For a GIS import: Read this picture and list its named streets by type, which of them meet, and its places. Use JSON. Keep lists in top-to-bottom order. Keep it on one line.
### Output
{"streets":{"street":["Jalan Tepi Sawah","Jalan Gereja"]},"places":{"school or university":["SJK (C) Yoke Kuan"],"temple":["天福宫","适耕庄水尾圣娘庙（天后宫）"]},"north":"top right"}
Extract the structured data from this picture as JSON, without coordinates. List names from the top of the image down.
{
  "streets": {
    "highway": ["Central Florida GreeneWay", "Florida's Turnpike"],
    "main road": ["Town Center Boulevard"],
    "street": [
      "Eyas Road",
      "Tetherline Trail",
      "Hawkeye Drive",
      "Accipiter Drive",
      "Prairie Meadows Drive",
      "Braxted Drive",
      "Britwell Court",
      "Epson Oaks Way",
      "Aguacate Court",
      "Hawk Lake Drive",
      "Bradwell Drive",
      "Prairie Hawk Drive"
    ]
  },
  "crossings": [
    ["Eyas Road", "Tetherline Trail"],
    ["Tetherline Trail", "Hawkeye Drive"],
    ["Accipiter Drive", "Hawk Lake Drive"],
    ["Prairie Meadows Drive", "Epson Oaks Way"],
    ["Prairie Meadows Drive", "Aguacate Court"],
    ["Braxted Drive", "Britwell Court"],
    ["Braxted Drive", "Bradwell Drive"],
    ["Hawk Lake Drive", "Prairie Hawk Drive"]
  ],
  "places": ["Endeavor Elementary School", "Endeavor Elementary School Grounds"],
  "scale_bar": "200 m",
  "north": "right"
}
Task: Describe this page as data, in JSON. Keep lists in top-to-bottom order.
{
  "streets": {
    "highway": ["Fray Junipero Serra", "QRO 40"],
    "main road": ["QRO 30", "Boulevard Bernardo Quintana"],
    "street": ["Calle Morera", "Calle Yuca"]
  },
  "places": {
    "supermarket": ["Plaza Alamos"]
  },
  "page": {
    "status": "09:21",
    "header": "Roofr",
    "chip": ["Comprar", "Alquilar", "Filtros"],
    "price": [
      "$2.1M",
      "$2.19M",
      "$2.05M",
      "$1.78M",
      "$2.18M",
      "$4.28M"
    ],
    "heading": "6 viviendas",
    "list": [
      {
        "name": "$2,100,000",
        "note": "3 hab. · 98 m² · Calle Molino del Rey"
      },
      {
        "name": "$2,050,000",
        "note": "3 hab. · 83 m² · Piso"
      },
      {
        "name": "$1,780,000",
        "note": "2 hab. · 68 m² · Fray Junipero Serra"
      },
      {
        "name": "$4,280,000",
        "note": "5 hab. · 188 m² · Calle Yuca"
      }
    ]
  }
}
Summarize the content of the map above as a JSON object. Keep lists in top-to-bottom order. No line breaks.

##############################

→ Your objective
The expected output is the lines from the one with "Task: Describe this" through the end of the data, exactly as written and nothing more.

→ Result of the exercise
Task: Describe this page as data, in JSON. Keep lists in top-to-bottom order.
{
  "streets": {
    "highway": ["Fray Junipero Serra", "QRO 40"],
    "main road": ["QRO 30", "Boulevard Bernardo Quintana"],
    "street": ["Calle Morera", "Calle Yuca"]
  },
  "places": {
    "supermarket": ["Plaza Alamos"]
  },
  "page": {
    "status": "09:21",
    "header": "Roofr",
    "chip": ["Comprar", "Alquilar", "Filtros"],
    "price": [
      "$2.1M",
      "$2.19M",
      "$2.05M",
      "$1.78M",
      "$2.18M",
      "$4.28M"
    ],
    "heading": "6 viviendas",
    "list": [
      {
        "name": "$2,100,000",
        "note": "3 hab. · 98 m² · Calle Molino del Rey"
      },
      {
        "name": "$2,050,000",
        "note": "3 hab. · 83 m² · Piso"
      },
      {
        "name": "$1,780,000",
        "note": "2 hab. · 68 m² · Fray Junipero Serra"
      },
      {
        "name": "$4,280,000",
        "note": "5 hab. · 188 m² · Calle Yuca"
      }
    ]
  }
}
Summarize the content of the map above as a JSON object. Keep lists in top-to-bottom order. No line breaks.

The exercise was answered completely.